Rep. Greg Walden, a Republican from Oregon and the Energy and Commerce Committee's chairman, made draft legislation available to Republicans on the panel Thursday, but they had to read it in a private room and weren't allowed to make copies.

When the location of that room leaked on Twitter late Thursday morning, reporters filled the hallway outside the room's door on the first floor of the U.S. Capitol. Pallone, along with his Democratic House colleagues Jan Schakowsky, from Illinois, and Joseph Crowley, from New York, also stopped by.

But when they went in, the room was empty.

"We were looking for the bill but there's no one there," Pallone said.

That room was just down the hall from House Majority Leader Kevin McCarthy's office, so Pallone went in to ask McCarthy where he could see the legislation. McCarthy directed him to Walden's office.

Luckily, Walden had a Capitol "hideaway" office just down the hall.

Pallone led his colleagues, a string of reporters and even a couple of Capitol Police officers to the unmarked door, knocked and waited.

"It's locked," he said after trying the handle. "This is ridiculous."

He paused and looked at the crowd. "Do you want to go to Rayburn?"

He was referring to the Rayburn House Office Building, across Independence Avenue from the Capitol. It's where Walden's personal office and the Energy and Commerce Committee offices are.

Everybody wanted to go.

As we strolled the halls of the Capitol, down elevators and through the underground tunnel that leads to the House office buildings, Pallone reflected on why his Republican colleagues were keeping the legislation under lock and key.

"I think they're afraid,' he said. "I think they're afraid that it will show that it really doesn't cover most of the people that receive coverage under the Affordable Care Act."

Even many Republicans weren't invited to view the latest draft; Sen. Rand Paul from Kentucky condemned the GOP leadership Thursday for not making it more widely available.

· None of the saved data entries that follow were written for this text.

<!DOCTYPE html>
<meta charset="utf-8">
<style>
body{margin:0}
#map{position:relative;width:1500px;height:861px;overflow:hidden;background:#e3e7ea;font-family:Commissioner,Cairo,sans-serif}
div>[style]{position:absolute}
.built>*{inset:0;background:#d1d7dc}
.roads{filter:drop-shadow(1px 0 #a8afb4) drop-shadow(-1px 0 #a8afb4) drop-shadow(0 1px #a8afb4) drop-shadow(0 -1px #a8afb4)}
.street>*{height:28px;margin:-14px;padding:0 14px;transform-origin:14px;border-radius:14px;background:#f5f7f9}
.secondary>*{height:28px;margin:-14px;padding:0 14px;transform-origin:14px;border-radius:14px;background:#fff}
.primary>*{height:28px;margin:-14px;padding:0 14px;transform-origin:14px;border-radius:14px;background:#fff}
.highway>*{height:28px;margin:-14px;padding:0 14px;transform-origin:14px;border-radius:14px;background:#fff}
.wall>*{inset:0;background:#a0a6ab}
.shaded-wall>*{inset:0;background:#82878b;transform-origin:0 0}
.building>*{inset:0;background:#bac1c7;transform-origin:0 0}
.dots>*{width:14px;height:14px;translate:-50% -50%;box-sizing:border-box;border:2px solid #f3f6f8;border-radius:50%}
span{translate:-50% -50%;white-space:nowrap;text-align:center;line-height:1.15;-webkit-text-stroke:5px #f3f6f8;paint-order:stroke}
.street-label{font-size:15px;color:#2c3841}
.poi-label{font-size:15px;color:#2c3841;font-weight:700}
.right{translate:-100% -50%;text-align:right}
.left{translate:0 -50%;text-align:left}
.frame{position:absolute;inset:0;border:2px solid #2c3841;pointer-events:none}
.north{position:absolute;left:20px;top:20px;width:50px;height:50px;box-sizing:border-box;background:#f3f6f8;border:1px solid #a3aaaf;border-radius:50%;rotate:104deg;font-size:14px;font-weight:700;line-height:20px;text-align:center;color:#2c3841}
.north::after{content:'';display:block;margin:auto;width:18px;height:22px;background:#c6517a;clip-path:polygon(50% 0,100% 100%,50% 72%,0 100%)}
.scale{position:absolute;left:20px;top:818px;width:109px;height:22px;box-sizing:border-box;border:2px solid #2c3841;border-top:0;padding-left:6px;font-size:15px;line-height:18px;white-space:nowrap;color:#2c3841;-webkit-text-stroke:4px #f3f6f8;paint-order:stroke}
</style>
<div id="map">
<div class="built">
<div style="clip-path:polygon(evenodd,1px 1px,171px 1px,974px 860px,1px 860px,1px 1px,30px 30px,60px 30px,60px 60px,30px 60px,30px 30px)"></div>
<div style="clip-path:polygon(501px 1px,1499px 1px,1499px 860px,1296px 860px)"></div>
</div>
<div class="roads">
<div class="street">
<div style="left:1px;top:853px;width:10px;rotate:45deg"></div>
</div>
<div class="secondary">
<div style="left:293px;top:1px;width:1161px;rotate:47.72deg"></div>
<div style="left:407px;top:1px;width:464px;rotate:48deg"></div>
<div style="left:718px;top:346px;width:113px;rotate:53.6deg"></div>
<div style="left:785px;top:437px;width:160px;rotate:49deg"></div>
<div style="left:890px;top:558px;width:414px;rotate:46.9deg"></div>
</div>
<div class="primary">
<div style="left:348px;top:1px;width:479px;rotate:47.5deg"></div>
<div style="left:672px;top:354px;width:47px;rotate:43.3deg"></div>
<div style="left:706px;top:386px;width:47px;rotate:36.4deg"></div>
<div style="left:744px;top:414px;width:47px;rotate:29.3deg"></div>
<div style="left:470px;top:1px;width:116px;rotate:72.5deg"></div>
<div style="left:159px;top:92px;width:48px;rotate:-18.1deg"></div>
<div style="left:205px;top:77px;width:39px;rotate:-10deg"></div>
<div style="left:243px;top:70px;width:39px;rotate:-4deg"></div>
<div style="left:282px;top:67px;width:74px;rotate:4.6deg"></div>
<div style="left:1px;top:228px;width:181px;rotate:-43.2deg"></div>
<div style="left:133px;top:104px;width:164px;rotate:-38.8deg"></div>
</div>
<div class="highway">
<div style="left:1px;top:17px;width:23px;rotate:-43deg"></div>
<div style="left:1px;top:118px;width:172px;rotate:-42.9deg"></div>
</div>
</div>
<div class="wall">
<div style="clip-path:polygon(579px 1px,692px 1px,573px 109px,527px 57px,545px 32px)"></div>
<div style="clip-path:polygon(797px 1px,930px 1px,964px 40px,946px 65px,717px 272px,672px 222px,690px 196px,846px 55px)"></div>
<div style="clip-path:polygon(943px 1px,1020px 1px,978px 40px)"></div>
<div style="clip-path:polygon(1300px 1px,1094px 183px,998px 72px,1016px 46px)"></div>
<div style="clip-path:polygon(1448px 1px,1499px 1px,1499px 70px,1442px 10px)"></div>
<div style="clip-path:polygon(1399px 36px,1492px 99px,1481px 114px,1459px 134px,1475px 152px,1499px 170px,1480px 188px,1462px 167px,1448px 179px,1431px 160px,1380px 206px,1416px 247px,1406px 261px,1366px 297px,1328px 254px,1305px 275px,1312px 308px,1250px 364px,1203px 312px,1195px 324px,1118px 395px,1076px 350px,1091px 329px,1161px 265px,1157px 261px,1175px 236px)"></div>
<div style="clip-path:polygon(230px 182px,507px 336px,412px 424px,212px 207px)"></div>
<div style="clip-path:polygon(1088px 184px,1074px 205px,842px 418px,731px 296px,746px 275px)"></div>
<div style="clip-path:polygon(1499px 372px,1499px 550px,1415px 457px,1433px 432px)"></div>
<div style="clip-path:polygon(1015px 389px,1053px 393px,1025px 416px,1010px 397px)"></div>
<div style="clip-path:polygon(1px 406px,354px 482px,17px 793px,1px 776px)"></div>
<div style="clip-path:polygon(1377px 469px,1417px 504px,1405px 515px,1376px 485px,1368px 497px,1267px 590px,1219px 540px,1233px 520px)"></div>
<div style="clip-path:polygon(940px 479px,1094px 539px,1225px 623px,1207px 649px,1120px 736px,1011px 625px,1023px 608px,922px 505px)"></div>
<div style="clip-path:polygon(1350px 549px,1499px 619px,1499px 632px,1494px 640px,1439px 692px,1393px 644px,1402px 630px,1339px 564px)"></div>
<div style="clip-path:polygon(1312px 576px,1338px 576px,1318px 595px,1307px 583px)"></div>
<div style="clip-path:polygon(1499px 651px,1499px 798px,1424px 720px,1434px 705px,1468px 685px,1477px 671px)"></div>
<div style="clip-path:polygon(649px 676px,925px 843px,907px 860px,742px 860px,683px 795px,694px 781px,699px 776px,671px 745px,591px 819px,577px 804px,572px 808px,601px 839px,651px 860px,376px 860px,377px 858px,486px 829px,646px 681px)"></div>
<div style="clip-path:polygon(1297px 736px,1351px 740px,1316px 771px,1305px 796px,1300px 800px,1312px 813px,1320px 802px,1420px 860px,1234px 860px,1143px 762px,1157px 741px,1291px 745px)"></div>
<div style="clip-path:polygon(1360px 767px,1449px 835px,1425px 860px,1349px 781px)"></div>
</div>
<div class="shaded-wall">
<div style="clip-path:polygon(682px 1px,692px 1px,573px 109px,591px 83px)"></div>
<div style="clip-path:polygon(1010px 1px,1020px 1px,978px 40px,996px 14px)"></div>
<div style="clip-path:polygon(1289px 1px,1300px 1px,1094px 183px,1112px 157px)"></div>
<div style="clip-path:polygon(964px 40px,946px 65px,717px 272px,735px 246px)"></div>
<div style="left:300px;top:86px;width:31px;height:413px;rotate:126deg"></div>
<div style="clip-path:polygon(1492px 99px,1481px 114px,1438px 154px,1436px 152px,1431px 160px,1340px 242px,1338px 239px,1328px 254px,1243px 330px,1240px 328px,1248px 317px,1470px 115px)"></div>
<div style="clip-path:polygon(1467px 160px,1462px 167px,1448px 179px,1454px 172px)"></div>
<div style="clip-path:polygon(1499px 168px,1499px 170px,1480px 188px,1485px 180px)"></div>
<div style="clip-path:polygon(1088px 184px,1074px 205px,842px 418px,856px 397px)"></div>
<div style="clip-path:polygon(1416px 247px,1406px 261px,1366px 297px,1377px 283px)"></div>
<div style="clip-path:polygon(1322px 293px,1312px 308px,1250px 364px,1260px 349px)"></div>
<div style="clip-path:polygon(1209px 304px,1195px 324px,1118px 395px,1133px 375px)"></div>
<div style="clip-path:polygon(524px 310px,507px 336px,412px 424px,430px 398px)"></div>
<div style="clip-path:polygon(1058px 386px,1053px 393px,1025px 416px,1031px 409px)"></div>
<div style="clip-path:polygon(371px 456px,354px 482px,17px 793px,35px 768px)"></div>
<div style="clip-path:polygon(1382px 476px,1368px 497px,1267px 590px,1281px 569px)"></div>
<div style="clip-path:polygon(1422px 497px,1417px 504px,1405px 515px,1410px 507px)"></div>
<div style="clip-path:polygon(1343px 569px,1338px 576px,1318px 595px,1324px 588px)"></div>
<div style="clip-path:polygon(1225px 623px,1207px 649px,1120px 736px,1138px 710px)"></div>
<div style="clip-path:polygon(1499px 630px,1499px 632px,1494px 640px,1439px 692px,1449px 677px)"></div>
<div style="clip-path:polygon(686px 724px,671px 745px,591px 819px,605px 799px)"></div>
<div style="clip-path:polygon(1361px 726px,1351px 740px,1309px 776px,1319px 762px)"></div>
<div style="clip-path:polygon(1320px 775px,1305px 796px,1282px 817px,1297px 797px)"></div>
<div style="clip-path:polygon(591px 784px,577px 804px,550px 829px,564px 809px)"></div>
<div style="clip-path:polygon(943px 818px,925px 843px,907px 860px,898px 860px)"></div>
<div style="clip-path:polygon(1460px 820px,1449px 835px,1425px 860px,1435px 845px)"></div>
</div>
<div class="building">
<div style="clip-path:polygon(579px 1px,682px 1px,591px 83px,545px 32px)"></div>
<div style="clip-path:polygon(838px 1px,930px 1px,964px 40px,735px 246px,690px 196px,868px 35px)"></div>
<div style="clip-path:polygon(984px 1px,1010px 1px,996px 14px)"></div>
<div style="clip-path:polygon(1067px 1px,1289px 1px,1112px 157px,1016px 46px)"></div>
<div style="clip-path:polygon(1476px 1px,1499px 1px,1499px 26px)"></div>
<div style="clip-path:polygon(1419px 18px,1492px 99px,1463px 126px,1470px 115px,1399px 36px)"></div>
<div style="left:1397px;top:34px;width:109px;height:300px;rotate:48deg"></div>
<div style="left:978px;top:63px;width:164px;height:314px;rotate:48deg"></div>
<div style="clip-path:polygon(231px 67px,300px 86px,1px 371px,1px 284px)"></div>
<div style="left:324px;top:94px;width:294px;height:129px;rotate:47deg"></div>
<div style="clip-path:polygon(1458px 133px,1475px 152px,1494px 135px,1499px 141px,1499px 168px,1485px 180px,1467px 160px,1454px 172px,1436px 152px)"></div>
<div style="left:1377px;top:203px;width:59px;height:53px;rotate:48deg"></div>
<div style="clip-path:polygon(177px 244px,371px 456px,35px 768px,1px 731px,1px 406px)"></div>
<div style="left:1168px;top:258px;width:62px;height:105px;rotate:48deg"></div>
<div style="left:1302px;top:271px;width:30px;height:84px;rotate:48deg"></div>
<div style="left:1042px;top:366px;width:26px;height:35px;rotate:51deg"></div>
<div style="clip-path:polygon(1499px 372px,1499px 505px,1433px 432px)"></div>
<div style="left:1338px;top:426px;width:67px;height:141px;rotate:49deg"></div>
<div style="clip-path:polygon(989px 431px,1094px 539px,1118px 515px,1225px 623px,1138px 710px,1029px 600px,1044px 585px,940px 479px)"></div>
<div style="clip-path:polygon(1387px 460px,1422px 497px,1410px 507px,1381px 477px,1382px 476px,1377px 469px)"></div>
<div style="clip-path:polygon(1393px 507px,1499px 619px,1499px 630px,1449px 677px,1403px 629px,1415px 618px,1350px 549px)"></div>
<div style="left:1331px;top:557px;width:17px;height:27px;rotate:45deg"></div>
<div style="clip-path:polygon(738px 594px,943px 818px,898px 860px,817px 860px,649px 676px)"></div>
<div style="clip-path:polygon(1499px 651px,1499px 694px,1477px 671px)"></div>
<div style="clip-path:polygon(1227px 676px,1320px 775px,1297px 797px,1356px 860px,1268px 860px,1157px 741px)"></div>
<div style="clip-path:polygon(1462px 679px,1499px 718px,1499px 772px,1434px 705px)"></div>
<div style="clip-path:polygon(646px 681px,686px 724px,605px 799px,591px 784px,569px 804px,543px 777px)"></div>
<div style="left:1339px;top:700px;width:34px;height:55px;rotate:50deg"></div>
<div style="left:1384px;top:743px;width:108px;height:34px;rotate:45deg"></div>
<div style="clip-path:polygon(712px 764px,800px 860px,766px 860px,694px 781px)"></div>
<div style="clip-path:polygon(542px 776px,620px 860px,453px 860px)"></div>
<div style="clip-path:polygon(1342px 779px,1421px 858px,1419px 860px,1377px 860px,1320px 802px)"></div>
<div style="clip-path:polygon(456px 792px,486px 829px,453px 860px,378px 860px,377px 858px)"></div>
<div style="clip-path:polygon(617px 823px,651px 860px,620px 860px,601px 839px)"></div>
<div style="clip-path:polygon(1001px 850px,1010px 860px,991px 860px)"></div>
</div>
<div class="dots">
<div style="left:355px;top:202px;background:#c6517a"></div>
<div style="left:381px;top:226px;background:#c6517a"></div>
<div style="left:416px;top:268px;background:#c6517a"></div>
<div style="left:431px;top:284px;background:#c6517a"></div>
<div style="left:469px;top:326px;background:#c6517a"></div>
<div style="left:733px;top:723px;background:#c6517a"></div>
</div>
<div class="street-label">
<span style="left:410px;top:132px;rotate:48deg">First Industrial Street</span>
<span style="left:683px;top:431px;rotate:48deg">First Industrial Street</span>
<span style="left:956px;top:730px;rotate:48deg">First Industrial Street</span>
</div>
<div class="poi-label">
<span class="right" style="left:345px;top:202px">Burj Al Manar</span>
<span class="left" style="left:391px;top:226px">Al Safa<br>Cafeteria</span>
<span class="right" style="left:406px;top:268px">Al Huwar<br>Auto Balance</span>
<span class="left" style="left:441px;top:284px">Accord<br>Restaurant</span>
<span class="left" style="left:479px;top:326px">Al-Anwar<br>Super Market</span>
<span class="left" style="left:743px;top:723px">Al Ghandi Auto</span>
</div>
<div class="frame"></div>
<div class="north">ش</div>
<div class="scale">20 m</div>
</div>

Last week, an earlier draft of the bill, dated Feb. 10, was leaked to Politico. Most analysts said that legislation would lead to millions of people losing coverage. And members of the House Freedom Caucus, considered the most conservative wing of the Republican Party, said they would oppose the bill because it includes refundable tax credits for people who are too poor to pay any federal income tax.

Pallone said he was pushing to get a copy of the most recent draft of the bill because he had heard Walden intends to have the committee vote on it next Wednesday — a timeline that wouldn't give the Democrats and the public much time to analyze the legislation.

He compared what the Republicans are doing this week with what the Democrats did with their draft of the Affordable Care Act several years ago; Democrats posted the text of the ACA online 30 days before it went to members for a vote.

"The reason why Republicans were able to comment on the ACA — and of course many of them commented negatively — was because the bill was out there," Pallone said.

At Walden's personal office in the Rayburn building, Andrew Malcolm, Walden's deputy chief of staff, told Pallone he would be better off directing questions about the bill to the Energy and Commerce Committee office. It was an awkward conversation as Pallone asked repeatedly whether Walden would be there, and Malcolm refused to answer.

"That's not helpful," Pallone said. "He's probably ducking us." Still, Pallone headed to that committee office, as Malcolm suggested.

And just as Pallone walked in, Walden came down the hall walking very quickly, trailed by some of his staff. He scowled at Pallone and the crowd of reporters in his lobby, then headed out a back hallway toward the hearing room next door. He didn't say a word.